While the abstraction of clinical data in the Canadian Neonatal Network has been shown to be highly reliable, 3 the reliability of collecting a large set of functional echocardiography measurements from many operators across centers is not known. Prior studies investigating the reliability of echocardiography evaluation of neonates have been limited to evaluation of pre-specified images by a small set of study observers and/or lack of inclusion of extremely preterm neonates with PDA.4–10 This study was conducted as part of the RESET-PDA program, to investigate the interobserver reliability of measuring TNE variables representing PDA size and shunt volume, and left and right ventricular dimensions and function among expert-neonatologists across a national network.
Methods
We conducted a prospective observational study including neonatologists within the Canadian TNE Consortium, a national group of neonatologists with established expertise and active practice in TNE programs in tertiary NICUs. For this study, consecutive TNEs performed at the NICU of Sunnybrook Health Sciences Centre using a standardized imaging protocol based on the American Society of Echocardiography’s guidelines for TNE 11 were anonymized and selected for review. All included TNEs were performed for the assessment of PDA among ELGANs, using a Vivid E9 ultrasound machine and a 12 MHz phased array probe (General Electric™, Boston, USA). Consecutively performed TNEs during a randomly selected 1 month period (July 1 to July 31, 2022) were used to reflect pragmatic clinical practice with respect to echocardiographer, image quality, and image sequences. Among neonates with multiple echocardiograms, only the first was used to avoid dependency of the echocardiography measurements.
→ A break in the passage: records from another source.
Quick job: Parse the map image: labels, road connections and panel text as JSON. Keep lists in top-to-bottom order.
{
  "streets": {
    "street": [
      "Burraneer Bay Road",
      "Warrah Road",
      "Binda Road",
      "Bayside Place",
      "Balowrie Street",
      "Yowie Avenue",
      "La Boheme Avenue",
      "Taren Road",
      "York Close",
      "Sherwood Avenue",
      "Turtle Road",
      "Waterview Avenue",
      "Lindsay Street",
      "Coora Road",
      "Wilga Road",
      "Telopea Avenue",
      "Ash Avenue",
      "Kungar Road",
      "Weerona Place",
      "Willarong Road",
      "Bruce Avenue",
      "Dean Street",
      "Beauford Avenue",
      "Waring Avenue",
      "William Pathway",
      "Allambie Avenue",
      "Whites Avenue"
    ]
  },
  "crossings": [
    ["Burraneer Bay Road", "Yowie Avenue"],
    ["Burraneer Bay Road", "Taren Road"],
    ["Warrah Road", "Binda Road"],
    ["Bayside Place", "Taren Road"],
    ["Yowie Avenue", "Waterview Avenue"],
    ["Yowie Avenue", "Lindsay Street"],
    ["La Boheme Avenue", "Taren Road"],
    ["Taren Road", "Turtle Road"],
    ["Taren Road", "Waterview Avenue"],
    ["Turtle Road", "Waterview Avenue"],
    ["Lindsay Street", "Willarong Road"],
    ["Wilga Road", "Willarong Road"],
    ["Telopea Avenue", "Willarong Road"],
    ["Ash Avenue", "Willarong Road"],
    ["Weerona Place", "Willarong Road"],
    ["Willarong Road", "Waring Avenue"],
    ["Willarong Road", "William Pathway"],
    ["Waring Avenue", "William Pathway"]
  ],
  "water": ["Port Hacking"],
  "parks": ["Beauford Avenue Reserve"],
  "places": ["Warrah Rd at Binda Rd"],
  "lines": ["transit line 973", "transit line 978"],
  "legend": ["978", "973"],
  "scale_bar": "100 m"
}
Prior to undertaking this study and as part of the RESET-PDA program, the Canadian TNE Consortium held 3 virtual meetings to develop a consensus on measurement techniques for TNE variables, which conformed to published international guidelines. 12
Echocardiography analysis
Technique and description of the performance of echocardiography measurements.
Note: Sample volume for PW Doppler measurements set at 2 mm unless otherwise specified.
Abbreviations: A, late diastolic velocity (with atrial contraction); Ao, aorta; CW, continuous-wave; E, early diastolic velocity; IVRT, isovolumic relaxation time; LV, left ventricle; LV EF, left ventricle ejection fraction; LVEDV, left ventricle end-diastolic volume; LVESV, left ventricle end-systolic area; LVIDd, left ventricle internal diameter in diastole; LVIDs, left ventricle internal diameter in systole; LVOT, left ventricular outflow tract; LV SF, left ventricle shortening fraction; RV, right ventricle; RVEDA, right ventricular end-diastolic area; RVESA, right ventricular end-systolic area; RVFAC, right ventricle fractional area change; PA, pulmonary artery; PAAT, pulmonary artery acceleration time; PDA, patent ductus arteriosus; PW, pulse-wave; RVET, right ventricular ejection time; TAPSE, tricuspid annular plane systolic excursion; TDI, tissue-Doppler imaging; TV, tricuspid valve; VTI, velocity-time integral.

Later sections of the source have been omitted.